Deactivates the enzyme hence bacterial growth stopped
Beta-lactamase
Enzymes produced by bacteria to provide resistance to B-lactams antibiotics
B-lactamase inhibitors
Inhibit activity of B-lactamase, allowing B-lactams antibiotics to work properly
Co-amoxiclav
Antibiotic containing amoxicillin and clavulanic acid.
Amoxicillin is B-lactam antibiotic
Clavulanic acid is B-lactamase inhibitor
What led to Mr. Rachett’s C.difficile infection
- Admitted for elective hip replacement
- Developed post-operative urine retention
- Catherised, likely transmission of gut commensals
- Developed E.coli urinary sepsis (E.coli can sit on skin)
- Treated with broad spectrum co-amoxiclav
- Disruption / killing of gut microbiome
- Activation of toxinogenic C.difficile
What is the duty of candour
Doctors must be open and honest
Own up to mistakes when things go wrong
Must apologise, write out all in notes, explain to patient and take responsibilty
Why are antibiotics important
Medical advances are dependent on our ability to fight infections using antibiotics
Surgeries (joint replacements, organ transplants, cancer therapy)

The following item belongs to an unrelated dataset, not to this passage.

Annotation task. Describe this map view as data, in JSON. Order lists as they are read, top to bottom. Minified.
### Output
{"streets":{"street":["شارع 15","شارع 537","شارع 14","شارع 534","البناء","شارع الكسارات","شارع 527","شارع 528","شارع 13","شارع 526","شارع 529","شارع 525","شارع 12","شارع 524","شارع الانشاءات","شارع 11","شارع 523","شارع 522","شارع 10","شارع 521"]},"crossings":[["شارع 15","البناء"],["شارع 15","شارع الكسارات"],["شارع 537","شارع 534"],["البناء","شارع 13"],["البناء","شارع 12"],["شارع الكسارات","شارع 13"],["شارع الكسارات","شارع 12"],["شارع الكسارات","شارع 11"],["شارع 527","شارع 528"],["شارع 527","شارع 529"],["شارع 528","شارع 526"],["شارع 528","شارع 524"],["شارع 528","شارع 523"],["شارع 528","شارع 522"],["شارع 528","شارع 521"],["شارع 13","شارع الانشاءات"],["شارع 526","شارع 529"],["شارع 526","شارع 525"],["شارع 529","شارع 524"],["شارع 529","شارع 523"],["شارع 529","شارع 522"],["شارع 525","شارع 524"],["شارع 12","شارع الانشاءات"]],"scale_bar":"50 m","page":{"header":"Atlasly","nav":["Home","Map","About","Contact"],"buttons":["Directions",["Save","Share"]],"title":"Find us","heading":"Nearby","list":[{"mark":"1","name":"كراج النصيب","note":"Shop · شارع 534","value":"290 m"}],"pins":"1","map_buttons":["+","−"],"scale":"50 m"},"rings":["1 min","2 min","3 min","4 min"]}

Treatment of chronic illness ( diabetes, asthma, dialysis, rheumatoid arthritis and cancer)
Why is antibiotic resistance a problem
One health problem and can spread between people, animals and the environment
Why does antibiotic resistance occur
Antibiotics provide a selective pressure for natural selection.
Antibiotics kill the bacteria causing the illness, as well as the good bacteria protecting the body. Drug resistant bacteria then take over and some can give their resistance to other bacteria.
How can other germs become antibiotic resistant quickly
Resistance gene often found in plasmids which means some bacteria can share their DNA and make others resistant
How does resistance pass between bacteria
Resistance traits can be inherited from generation to generation
Pass directly from germ to germ by way of mobile genetic elements (MGE)
Plasmids (MGE)
extra-chromosomal circular DNA which often carry multiple resistance genes. Selection for one maintains resistance to all so a single antibiotic can select for multi-drug resistance if it is encoded in the plasmid. There is an energy cost to helping a plasmid so there needs to be a real selection pressure. They can be swapped between bacteria.
Transposons (MGE)
molecular shuttles that integrate plasmids into chromosomal DNA. Allows transfer of genes from plasmid to chromosome and vice versa to enable transmission.
Naked DNA (MGE)
DNA from dead bacteria is released into the environment so bacteria in close
proximity can scavenge the free-floating DNA to incorporate into their own DNA.
Bacteriophages (MGE)
viruses that attack bacteria and can carry DNA from germ to germ.
Transduction
Resistance genes can be transferred from one germ to another via bacteriophages.
Conjugation
Resistance genes can be transferred between germs when they connect via a pilus.
Transformation
Extracellular resistance genes released from nearby live or dead germs can be picked up directly by another germ.